If I'm right in my suspicion that "dirty" test items are responsible for much or all of the S/N-J/P correlation, then that would suggest that I'd expect many of the MBTI distribution statistics that would be affected by that flaw to be "inaccurate" to that extent and, as just noted, that's far from the only source of error I see with MBTI statistics.

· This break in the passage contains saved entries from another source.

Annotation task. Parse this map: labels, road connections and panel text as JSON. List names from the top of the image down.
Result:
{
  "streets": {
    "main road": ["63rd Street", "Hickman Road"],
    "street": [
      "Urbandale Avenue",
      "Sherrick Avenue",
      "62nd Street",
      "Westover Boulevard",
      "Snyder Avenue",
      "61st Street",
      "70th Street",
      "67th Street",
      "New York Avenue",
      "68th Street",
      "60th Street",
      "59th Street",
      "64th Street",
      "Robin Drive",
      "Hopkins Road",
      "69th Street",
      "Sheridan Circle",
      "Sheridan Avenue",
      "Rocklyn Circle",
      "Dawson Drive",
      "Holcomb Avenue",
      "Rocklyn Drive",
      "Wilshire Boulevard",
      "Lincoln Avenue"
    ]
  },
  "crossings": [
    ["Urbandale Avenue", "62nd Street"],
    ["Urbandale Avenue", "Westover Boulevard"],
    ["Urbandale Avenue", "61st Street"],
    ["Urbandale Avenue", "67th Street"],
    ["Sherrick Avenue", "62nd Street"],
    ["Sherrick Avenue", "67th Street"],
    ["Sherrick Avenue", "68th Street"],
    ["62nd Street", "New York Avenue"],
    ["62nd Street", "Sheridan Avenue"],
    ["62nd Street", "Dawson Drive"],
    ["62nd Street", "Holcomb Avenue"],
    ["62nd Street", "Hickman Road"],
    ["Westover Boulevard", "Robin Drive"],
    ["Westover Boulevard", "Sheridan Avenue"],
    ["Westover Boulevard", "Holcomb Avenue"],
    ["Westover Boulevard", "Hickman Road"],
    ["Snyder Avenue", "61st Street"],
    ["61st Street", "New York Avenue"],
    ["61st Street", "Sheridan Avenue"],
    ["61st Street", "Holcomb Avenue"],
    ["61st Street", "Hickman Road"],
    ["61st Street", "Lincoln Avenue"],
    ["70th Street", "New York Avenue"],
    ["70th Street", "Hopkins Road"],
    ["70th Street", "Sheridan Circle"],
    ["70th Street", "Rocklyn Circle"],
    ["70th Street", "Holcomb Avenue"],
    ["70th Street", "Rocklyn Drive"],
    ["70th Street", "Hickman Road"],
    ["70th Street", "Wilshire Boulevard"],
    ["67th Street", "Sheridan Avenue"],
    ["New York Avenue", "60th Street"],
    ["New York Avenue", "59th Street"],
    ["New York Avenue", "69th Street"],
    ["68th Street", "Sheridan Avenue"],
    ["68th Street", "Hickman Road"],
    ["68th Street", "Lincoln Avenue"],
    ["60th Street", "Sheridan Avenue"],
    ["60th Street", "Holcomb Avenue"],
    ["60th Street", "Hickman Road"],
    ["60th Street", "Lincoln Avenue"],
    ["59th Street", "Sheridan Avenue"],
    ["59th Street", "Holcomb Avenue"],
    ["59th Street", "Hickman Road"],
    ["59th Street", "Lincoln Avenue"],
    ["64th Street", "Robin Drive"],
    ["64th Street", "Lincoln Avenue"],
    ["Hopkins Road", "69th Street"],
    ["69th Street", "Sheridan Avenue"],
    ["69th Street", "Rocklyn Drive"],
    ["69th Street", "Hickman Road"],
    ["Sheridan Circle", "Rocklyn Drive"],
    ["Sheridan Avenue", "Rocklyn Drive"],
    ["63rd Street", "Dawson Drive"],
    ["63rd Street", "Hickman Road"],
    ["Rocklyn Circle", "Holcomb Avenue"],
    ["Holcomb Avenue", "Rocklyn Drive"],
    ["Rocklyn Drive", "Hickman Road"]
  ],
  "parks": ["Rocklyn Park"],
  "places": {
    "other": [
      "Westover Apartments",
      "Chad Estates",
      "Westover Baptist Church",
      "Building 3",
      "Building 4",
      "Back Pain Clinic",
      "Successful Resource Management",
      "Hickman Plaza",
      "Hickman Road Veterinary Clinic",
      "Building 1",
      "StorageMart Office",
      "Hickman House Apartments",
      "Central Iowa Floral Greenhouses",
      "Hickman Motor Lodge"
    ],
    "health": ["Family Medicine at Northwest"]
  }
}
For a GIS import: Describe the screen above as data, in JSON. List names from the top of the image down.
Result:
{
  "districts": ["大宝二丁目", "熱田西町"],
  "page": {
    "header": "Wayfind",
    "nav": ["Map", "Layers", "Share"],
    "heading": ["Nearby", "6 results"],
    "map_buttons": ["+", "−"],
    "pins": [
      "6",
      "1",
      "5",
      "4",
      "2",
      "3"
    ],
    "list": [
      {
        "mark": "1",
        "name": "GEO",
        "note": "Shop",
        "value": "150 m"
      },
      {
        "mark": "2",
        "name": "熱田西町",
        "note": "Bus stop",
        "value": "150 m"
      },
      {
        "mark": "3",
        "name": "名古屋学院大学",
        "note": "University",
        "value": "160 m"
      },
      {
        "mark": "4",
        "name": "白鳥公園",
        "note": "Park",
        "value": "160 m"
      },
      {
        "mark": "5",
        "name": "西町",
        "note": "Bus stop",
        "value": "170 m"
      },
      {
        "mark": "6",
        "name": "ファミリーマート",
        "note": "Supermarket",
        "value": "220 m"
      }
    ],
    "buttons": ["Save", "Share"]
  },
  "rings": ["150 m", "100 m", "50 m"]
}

ADDED: Again, it wasn't clear to me what you meant by "accurate," but if your question was not so much, do I think those type statistics were "accurate" with respect to the subjects in that particular study, but instead whether I think those type frequencies are "accurate" in terms of the general population, my answer would be that I wouldn't be particularly inclined to expect the type frequencies among the subjects of any particular study — even _if_ they were completely accurate with respect to all those subjects, which, of course, they wouldn't be — to necessarily reflect the type frequencies in the general population.


----------



## Psychopomp (Oct 3, 2012)

reckful said:


> I already gave my view of the S/N-J/P correlation. See this post and this post (both from earlier in this thread).
> 
> As I understand it, if you ignore results from particular studies and look at the data overall, it appears that the S/N-J/P correlation is the only really significant one among the MBTI dichotomies. As McPeek & Martin put it last year (and as previously quoted by @_Teybo_; emphasis mine):
> 
> ...


Thank you for your excellent answer. I appreciate you taking the time to clarify your view. 

I agree very much with McPeek & Martin that the S/N-J/P correlation is a rather consistent issue with MBTI studies.. and certainly the most universal and notable.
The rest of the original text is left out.